* TO DO:
Report how many lines of the records below include the word "вуліца". Give nothing but the number.

* STORED DATA:
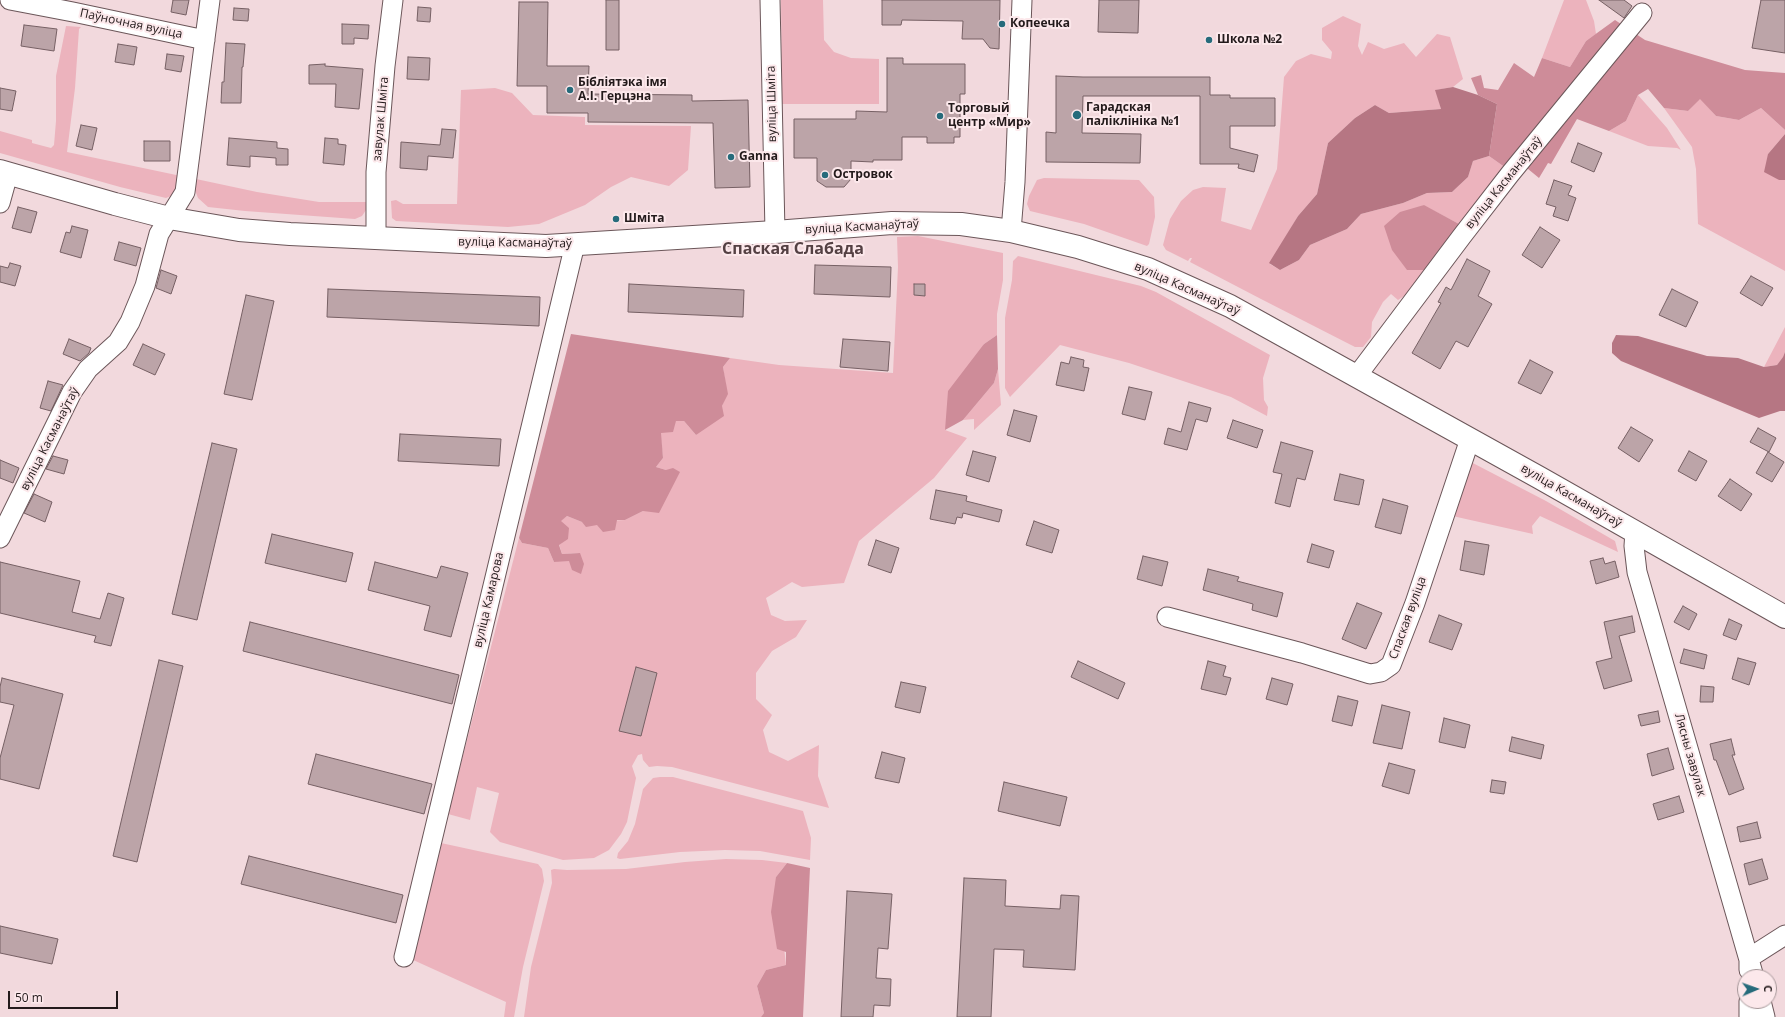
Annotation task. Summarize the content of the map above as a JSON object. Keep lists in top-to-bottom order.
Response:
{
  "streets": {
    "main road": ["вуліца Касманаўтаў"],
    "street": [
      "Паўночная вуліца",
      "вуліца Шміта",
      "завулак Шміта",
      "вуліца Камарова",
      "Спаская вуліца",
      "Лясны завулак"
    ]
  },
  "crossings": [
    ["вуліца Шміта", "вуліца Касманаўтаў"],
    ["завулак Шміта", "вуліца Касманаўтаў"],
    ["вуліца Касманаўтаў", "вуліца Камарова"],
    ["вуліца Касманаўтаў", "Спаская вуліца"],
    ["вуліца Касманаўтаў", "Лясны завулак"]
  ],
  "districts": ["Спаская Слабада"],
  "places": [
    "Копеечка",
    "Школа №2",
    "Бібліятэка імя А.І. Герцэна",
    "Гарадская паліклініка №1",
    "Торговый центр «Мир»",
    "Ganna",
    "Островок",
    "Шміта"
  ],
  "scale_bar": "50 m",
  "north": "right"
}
* * *
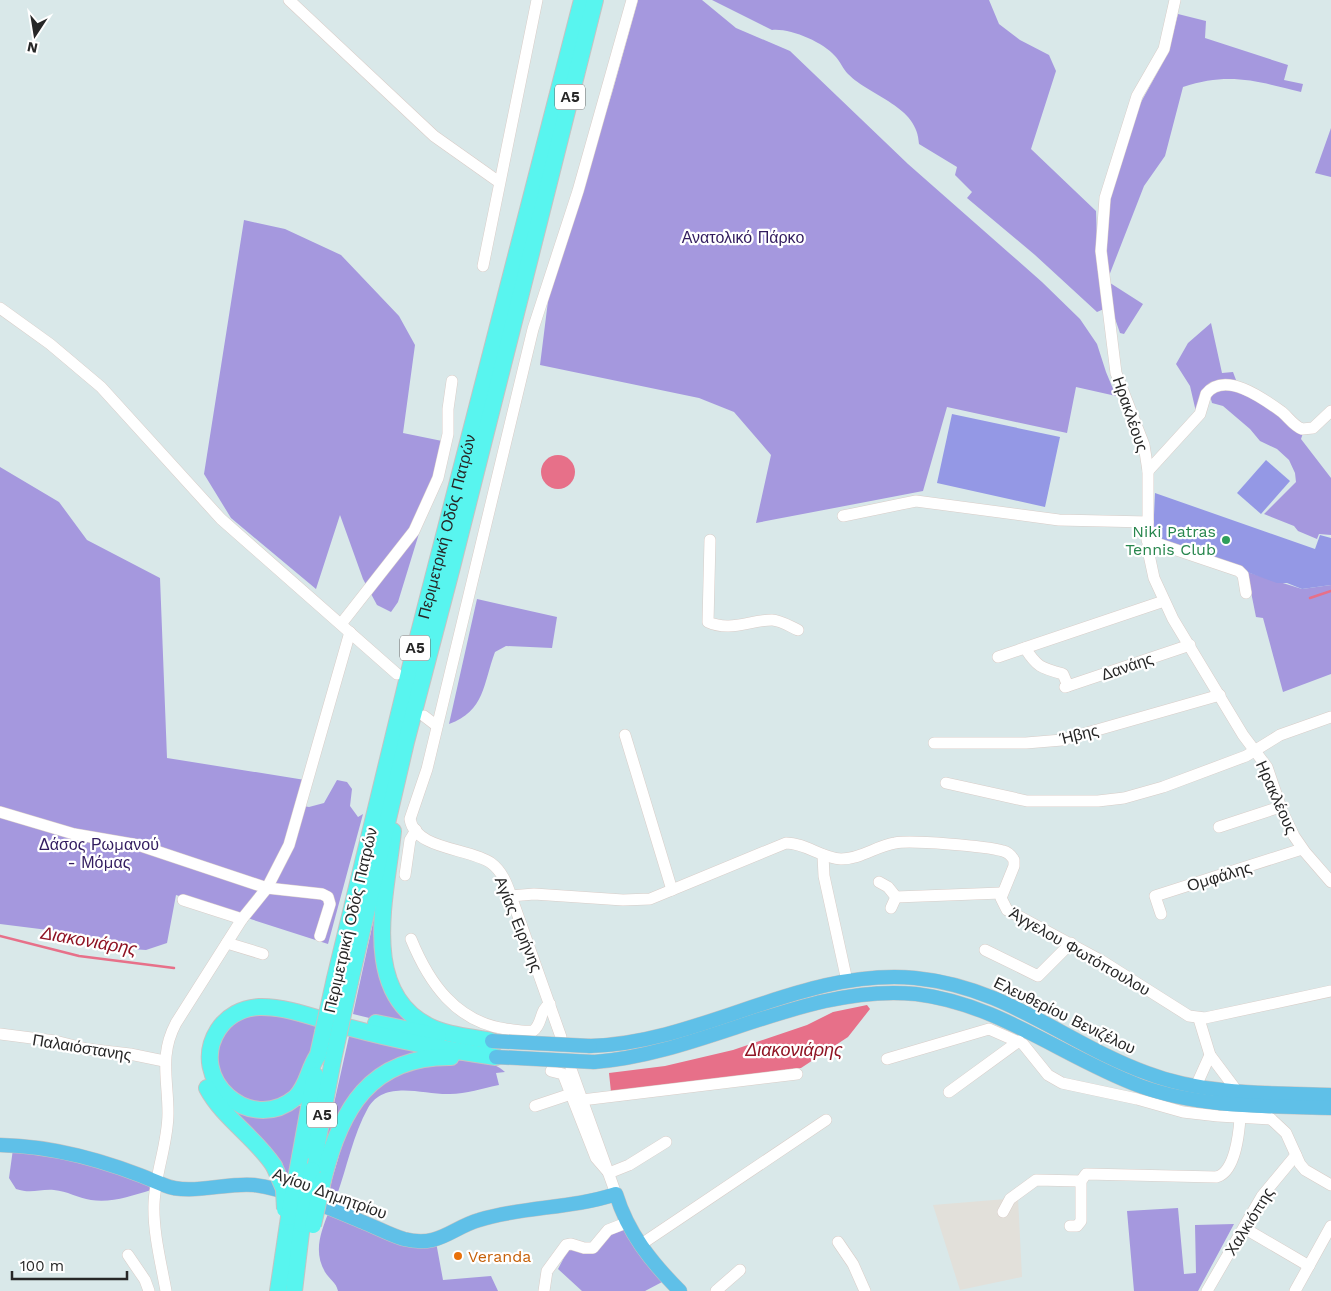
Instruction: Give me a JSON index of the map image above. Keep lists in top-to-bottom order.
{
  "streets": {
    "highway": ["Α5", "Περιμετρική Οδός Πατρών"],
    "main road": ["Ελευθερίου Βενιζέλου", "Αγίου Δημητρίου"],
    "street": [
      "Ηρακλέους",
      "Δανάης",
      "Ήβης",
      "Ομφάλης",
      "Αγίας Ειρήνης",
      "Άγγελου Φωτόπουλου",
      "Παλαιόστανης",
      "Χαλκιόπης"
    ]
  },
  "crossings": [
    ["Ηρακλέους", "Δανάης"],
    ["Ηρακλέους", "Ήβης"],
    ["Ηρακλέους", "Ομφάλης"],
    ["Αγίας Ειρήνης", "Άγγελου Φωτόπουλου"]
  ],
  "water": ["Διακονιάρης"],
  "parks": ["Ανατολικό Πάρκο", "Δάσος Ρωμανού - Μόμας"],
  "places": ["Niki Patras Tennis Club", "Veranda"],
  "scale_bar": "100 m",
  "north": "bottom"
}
* * *
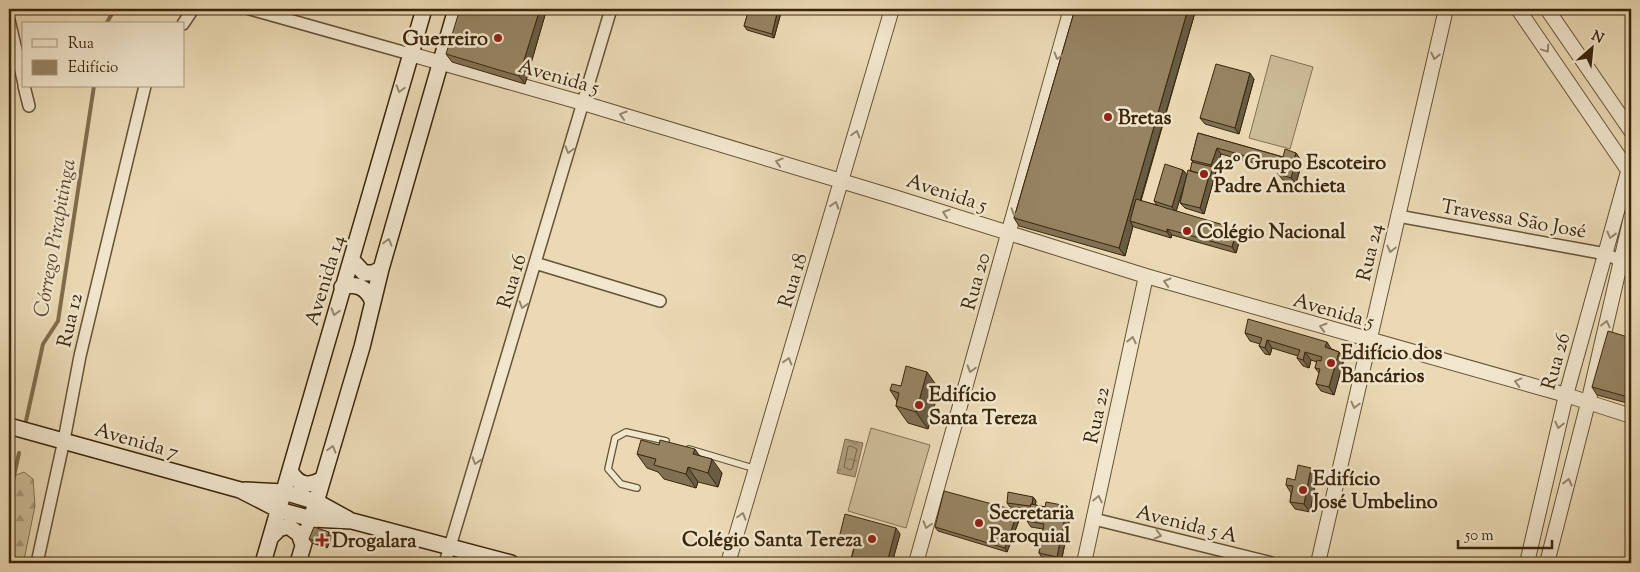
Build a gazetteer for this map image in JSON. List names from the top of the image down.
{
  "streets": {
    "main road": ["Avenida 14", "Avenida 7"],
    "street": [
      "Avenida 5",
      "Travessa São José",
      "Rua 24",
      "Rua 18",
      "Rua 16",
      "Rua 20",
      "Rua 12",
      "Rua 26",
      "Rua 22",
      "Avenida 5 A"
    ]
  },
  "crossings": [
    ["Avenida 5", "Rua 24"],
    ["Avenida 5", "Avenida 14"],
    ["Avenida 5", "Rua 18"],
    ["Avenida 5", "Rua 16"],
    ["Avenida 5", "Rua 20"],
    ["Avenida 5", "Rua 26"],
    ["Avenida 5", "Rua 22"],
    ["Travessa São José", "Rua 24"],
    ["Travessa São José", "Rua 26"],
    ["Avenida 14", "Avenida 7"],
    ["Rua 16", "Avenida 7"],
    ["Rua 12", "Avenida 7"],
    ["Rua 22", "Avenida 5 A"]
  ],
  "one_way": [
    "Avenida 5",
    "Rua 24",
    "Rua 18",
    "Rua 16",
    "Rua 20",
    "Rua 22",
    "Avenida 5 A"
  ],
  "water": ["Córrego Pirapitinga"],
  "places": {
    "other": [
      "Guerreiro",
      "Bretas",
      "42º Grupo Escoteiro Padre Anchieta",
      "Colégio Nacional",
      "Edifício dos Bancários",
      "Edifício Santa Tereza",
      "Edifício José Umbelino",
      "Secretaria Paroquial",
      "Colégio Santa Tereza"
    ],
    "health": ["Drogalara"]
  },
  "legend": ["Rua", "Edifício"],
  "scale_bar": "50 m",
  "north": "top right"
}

* SOLUTION TO THE PROBLEM:
10